Ann Radcliffe (née Ward; 9 July 1764 – 7 February 1823) was an English novelist and a pioneer of Gothic fiction. Her technique of explaining apparently supernatural elements in her novels has been credited with gaining respectability for Gothic fiction in the 1790s. Radcliffe was the most popular writer of her day and almost universally admired; contemporary critics called her the mighty enchantress and the Shakespeare of romance-writers, and her popularity continued through the 19th century. Interest has revived in the early 21st century, with the publication of three biographies.

Biography

Early life 
Radcliffe was born Ann Ward in Holborn, London on 9 July 1764. She was the only child to William Ward (1737-1798) and Ann Oates (1726-1800), and her mother was 36 years old when she gave birth. Her father worked as a haberdasher in London before moving the family to Bath in 1772 to take over management of a porcelain shop for his business partners Thomas Bentley and Josiah Wedgwood. Both of her parents were relatively well connected. Her father had a famous uncle, William Cheselden, who was Surgeon to King George II, and her mother descended from the De Witt family of Holland and had a cousin, Sir Richard Jebb, who was a fashionable London physician.
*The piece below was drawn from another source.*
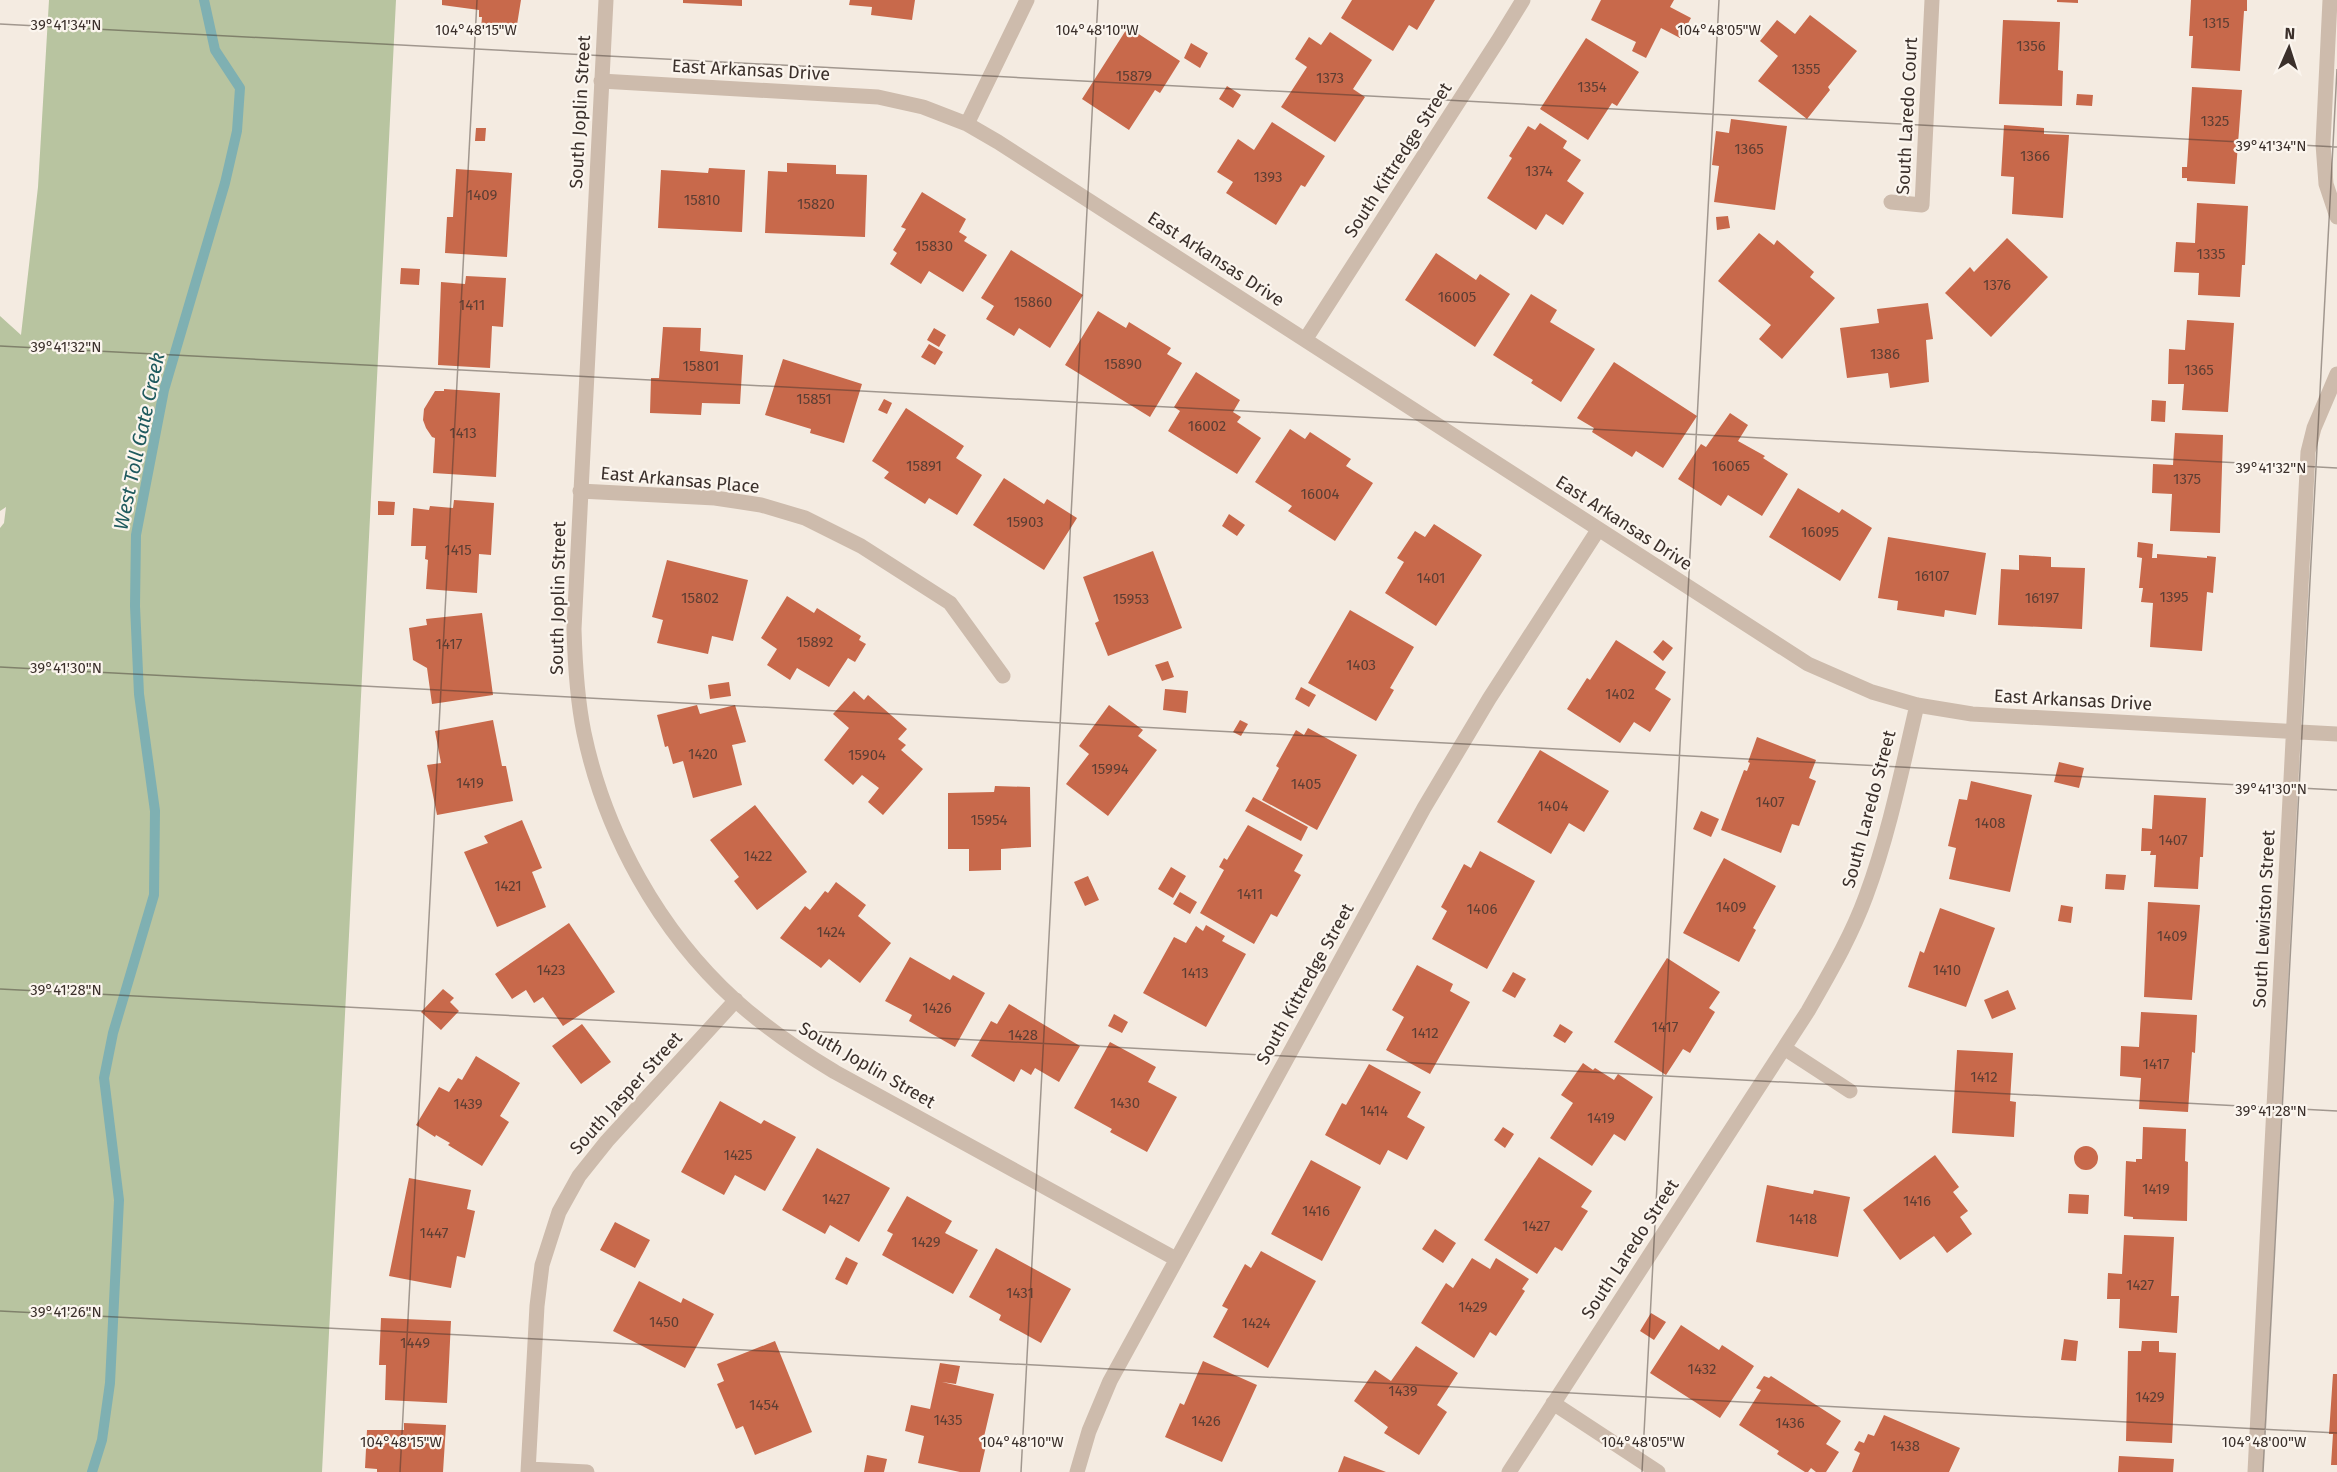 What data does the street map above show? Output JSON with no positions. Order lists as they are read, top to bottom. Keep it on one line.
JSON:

Growing up, Radcliffe often visited her maternal uncle, Thomas Bentley, in Chelsea, London and later Turnham Green. Bentley was business partners with a fellow Unitarian, Josiah Wedgwood, maker of the Wedgwood China. Sukey, Wedgwood's daughter, also stayed in Chelsea and is Radcliffe's only known childhood companion. Sukey later married Dr. Robert Darwin and had a son, the naturalist Charles Darwin. Although mixing in some distinguished circles, Radcliffe seems to have made little impression in this society and was described by Wedgwood as "Bentley's shy niece".

Marriage 
In 1787, when Ann was 23 years old, she married William Radcliffe (1763-1830), who was an Oxford-educated journalist. William had initially been a student of law, but he didn’t complete his legal studies and instead turned his attention to literature and journalism. Ann and William were married in Bath but soon after moved to London where William got a job working for a paper. William wrote for (and would soon become the editor of) the Gazetteer and New Daily Advertiser, which was a campaigning newspaper that "celebrated the French Revolution, freedom of the press, and Dissenter’s rights."
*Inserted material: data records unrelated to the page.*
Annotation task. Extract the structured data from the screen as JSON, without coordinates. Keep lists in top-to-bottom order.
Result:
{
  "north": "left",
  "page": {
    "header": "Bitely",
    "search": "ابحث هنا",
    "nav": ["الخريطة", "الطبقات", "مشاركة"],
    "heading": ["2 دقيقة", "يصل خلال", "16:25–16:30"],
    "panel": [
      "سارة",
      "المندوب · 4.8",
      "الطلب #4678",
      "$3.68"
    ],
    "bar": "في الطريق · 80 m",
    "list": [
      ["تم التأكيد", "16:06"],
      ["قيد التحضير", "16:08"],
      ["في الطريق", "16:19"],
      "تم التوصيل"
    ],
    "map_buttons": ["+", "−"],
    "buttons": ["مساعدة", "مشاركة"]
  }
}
Ann and William never had children. By all accounts, theirs was a happy marriage. Radcliffe called him her "nearest relative and friend". According to Talfourd's memoir, Ann started writing while her husband remained out late most evenings for work. She published her first novel, The Castles of Athlin and Dunbayne, in 1789 at the age of 25, and she would go on to publish her next four novels in short succession. The money she earned from her novels later allowed her husband to quit his job, and the two of them travelled together, along with their dog, Chance. In 1794, they went to the Netherlands and Germany. This was her only trip abroad, and it became the inspiration for a travelog that she published a year later. On this trip, Ann and William were actually meant to go on to Switzerland, but this plan was “frustrated by a disobliging official, who refused to believe that they were English, and would not honor their passports." In 1795, William returned as editor of the Gazetteer, and a year later, he purchased the English Chronicle or Universal Evening Post, which was a Whig newspaper. Ann published The Italian in 1797, and it would be the last novel published in her lifetime. She was paid £800 for it, which was three times her husband’s yearly income.

Later life 
In her final years, Radcliffe retreated from public life and was rumoured to have gone insane as a result of her writing. These rumours arose because Radcliffe seemingly abandoned writing after publishing her fifth novel and vanished from the public eye. While these rumours were later proven false, they were so popular that Talfourd’s memoir actually included a statement from her physician that spoke about her mental condition in her later years. Radcliffe remained secluded for 26 years, with no real explanation available to her many fans. However, this supposed seclusion is contradicted in The New Monthly Magazine, which states that the tenor of Mrs Radcliffe's life was characterized by the rare union of the literary gentlewoman and the active housewife. Instead of being in confinement in Derbyshire, as had been asserted, she was seen, every Sunday, at St James's Church; almost every fine day in Hyde Park; sometimes at the theatres, and very frequently at the Opera.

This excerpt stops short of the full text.